### Work item
Take the material below and reproduce, word for word, only the lines from the line with "display:grid; place-content:center; width:156px;" through the line with "border:6px solid #111;".

### Data to use
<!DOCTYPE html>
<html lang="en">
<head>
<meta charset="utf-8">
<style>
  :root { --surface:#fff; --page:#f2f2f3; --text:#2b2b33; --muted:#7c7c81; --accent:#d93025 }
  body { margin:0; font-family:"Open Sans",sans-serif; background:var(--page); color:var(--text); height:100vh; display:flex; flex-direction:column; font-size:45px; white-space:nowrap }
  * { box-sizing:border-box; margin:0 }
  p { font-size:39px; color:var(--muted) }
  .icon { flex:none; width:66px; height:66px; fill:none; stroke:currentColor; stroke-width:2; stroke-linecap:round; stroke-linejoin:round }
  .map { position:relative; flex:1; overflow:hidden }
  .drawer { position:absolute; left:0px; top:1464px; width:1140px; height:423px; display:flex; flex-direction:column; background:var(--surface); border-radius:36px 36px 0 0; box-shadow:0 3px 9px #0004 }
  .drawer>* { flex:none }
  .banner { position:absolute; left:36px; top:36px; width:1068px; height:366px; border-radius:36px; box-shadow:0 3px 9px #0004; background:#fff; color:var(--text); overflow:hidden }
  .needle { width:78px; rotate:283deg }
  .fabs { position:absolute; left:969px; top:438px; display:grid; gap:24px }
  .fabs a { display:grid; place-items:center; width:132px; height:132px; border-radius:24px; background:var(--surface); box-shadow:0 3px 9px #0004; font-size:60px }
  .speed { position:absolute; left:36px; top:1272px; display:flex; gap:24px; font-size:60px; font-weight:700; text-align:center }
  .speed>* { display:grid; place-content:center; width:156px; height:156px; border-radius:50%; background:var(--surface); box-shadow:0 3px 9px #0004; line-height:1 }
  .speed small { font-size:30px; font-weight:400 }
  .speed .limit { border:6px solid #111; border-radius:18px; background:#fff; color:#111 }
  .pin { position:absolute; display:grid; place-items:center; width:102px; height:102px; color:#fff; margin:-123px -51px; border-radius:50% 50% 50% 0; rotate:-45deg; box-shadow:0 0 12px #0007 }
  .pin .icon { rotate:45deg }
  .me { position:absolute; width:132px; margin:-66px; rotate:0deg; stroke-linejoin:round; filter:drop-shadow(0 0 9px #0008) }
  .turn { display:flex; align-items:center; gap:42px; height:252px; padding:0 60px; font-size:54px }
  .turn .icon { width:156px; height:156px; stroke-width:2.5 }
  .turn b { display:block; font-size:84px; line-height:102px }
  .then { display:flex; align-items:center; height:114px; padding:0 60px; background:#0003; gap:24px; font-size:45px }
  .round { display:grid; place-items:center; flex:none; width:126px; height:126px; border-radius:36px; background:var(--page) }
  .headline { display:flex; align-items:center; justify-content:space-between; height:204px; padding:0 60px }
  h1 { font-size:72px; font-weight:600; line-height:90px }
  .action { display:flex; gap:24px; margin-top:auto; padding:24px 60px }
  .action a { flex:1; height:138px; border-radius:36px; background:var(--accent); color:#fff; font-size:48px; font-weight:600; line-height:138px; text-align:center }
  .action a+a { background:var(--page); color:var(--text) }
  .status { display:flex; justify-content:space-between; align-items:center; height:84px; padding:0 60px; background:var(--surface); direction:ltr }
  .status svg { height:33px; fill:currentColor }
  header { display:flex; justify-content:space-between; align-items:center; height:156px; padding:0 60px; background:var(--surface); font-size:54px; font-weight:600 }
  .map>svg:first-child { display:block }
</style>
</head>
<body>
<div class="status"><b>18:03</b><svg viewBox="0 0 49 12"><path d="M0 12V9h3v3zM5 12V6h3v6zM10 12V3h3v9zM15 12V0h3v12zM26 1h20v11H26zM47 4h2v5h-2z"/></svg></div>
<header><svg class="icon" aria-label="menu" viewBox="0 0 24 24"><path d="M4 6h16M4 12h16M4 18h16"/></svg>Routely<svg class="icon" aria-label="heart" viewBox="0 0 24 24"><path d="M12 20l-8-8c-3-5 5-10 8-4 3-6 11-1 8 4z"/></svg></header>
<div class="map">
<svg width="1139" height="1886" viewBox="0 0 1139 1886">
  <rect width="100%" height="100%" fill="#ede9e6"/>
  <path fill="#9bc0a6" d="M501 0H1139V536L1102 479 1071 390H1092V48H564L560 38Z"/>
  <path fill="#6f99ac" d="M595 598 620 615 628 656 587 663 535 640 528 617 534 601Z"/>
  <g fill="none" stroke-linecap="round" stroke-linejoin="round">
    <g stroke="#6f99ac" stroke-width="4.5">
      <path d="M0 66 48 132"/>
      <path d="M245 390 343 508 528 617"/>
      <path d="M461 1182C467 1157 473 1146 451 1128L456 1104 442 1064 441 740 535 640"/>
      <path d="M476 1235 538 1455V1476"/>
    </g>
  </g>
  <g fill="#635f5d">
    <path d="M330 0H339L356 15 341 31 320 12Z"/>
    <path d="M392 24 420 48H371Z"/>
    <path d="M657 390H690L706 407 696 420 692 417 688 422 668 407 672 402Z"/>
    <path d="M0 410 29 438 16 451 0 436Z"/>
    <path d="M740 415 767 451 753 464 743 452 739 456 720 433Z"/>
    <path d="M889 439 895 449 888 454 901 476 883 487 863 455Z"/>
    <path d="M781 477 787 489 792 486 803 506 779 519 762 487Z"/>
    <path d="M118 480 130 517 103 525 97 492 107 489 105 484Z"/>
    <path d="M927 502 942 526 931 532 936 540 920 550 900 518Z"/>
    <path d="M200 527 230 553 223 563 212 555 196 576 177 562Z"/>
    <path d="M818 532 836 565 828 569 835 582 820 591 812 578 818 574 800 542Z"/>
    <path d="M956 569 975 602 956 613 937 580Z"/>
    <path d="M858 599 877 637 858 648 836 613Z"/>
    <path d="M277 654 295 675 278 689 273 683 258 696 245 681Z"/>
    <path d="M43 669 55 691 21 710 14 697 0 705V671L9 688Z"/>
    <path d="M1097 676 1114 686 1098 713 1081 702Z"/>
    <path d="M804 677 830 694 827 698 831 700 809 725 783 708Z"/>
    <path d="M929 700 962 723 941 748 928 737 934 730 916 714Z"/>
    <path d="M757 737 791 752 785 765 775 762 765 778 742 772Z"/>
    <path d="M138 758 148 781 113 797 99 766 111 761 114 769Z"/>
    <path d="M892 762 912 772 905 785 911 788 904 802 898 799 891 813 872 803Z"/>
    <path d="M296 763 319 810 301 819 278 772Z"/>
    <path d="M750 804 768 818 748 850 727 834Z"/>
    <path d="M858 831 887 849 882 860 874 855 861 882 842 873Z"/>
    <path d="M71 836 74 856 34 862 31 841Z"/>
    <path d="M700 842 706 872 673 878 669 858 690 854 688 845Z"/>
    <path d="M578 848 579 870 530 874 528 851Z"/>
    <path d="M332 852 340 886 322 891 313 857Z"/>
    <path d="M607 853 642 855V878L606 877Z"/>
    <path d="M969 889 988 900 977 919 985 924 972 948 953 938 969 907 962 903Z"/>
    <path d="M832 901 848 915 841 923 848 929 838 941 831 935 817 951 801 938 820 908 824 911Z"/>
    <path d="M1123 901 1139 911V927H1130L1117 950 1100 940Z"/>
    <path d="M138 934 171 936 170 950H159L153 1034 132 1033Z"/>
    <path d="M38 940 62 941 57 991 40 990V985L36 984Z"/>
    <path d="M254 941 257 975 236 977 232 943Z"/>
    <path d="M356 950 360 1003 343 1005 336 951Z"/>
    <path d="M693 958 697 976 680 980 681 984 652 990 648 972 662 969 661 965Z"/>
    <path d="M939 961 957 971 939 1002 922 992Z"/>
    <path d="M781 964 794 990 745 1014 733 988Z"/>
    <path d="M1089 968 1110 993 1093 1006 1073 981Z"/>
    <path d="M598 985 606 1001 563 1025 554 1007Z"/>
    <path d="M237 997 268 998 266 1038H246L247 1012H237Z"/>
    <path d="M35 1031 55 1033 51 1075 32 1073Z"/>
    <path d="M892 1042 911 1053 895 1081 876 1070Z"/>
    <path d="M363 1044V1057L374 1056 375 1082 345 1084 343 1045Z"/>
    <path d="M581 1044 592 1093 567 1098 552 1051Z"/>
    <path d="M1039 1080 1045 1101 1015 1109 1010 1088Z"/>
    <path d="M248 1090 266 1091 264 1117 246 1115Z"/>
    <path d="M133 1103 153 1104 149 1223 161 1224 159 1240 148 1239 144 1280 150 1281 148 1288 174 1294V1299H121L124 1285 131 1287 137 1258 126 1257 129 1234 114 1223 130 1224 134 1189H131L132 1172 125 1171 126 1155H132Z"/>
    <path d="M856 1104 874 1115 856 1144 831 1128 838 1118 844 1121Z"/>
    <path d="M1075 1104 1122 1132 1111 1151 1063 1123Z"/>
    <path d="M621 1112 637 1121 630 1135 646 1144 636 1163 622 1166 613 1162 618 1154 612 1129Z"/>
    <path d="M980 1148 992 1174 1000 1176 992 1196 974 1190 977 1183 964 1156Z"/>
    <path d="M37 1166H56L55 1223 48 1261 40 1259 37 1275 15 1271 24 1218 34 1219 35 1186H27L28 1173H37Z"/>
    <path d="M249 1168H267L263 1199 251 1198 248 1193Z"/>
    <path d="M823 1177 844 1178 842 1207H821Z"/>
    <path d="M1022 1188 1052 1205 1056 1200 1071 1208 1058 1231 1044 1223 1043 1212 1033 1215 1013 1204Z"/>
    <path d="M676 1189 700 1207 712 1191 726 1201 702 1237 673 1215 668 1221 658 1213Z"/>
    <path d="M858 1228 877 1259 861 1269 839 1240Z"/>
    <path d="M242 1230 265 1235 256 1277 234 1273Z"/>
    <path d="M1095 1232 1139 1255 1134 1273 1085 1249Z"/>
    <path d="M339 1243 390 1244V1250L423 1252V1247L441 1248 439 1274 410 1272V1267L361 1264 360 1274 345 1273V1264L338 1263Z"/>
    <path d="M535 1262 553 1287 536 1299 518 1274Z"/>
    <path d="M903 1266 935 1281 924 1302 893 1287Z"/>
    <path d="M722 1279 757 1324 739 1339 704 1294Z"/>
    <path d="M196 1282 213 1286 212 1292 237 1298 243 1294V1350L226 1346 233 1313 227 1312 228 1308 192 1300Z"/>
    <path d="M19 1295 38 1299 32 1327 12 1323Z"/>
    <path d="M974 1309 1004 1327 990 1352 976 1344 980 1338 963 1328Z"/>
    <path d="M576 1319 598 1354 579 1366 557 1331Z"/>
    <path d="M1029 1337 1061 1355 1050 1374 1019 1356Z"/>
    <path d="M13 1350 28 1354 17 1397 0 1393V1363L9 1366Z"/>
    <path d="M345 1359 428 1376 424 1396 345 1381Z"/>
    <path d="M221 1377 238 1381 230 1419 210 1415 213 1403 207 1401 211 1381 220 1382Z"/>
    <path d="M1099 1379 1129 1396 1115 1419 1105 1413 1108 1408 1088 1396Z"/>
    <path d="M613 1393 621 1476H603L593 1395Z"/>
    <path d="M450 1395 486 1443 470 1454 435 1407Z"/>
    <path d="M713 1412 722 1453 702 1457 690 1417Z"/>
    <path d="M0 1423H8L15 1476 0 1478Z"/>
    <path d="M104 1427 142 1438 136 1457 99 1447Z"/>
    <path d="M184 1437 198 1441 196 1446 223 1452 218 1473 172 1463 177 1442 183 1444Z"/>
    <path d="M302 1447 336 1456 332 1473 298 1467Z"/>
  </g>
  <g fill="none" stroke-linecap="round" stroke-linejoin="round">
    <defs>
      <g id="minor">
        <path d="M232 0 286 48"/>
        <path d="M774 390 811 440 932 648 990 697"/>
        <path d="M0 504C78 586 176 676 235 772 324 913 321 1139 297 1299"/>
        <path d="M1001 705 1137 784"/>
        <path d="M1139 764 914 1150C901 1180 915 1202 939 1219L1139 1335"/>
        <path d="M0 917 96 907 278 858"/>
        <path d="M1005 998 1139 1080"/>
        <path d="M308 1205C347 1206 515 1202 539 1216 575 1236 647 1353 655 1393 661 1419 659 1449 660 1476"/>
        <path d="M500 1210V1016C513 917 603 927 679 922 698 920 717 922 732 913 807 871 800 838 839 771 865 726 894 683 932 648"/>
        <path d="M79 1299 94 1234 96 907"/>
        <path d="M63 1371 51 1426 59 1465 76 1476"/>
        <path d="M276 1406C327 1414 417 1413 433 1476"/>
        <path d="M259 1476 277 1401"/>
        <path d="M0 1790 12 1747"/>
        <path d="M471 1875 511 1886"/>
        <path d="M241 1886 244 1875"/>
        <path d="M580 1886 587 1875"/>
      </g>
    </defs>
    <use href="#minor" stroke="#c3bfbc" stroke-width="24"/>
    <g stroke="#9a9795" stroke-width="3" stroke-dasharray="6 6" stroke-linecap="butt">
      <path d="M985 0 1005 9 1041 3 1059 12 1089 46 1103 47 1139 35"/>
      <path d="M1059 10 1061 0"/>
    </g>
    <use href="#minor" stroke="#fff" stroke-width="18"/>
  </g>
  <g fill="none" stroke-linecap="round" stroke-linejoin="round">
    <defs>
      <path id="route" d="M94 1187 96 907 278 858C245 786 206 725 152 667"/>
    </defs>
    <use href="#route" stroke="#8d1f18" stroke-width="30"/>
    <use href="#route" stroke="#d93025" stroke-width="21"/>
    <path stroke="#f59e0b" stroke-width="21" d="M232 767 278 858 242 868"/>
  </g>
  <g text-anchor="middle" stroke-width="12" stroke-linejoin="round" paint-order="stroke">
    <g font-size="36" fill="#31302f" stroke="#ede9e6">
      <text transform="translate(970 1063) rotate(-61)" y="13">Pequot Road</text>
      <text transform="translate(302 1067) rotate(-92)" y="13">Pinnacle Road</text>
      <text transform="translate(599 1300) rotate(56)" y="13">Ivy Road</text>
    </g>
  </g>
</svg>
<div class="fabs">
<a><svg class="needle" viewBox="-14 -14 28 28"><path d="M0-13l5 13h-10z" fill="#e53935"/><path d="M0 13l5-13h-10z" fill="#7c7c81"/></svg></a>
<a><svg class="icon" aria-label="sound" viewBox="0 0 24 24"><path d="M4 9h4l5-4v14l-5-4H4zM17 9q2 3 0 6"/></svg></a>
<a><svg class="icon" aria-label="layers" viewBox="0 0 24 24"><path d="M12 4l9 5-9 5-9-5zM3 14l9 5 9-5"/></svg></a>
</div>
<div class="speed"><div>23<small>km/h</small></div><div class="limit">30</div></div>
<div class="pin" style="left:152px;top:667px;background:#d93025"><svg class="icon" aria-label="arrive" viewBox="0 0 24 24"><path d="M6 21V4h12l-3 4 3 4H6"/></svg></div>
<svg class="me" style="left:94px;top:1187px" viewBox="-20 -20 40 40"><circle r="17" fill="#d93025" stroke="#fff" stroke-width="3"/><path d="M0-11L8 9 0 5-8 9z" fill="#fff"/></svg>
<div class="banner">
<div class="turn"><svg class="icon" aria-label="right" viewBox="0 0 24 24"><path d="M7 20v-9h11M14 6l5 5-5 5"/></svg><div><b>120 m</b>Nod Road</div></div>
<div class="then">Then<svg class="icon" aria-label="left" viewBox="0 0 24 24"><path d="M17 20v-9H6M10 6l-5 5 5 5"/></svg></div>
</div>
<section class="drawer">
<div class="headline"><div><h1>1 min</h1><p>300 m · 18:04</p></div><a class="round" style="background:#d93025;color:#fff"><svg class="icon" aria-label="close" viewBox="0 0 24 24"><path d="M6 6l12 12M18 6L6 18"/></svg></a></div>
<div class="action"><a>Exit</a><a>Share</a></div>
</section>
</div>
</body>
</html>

### Task answer
  .speed>* { display:grid; place-content:center; width:156px; height:156px; border-radius:50%; background:var(--surface); box-shadow:0 3px 9px #0004; line-height:1 }
  .speed small { font-size:30px; font-weight:400 }
  .speed .limit { border:6px solid #111; border-radius:18px; background:#fff; color:#111 }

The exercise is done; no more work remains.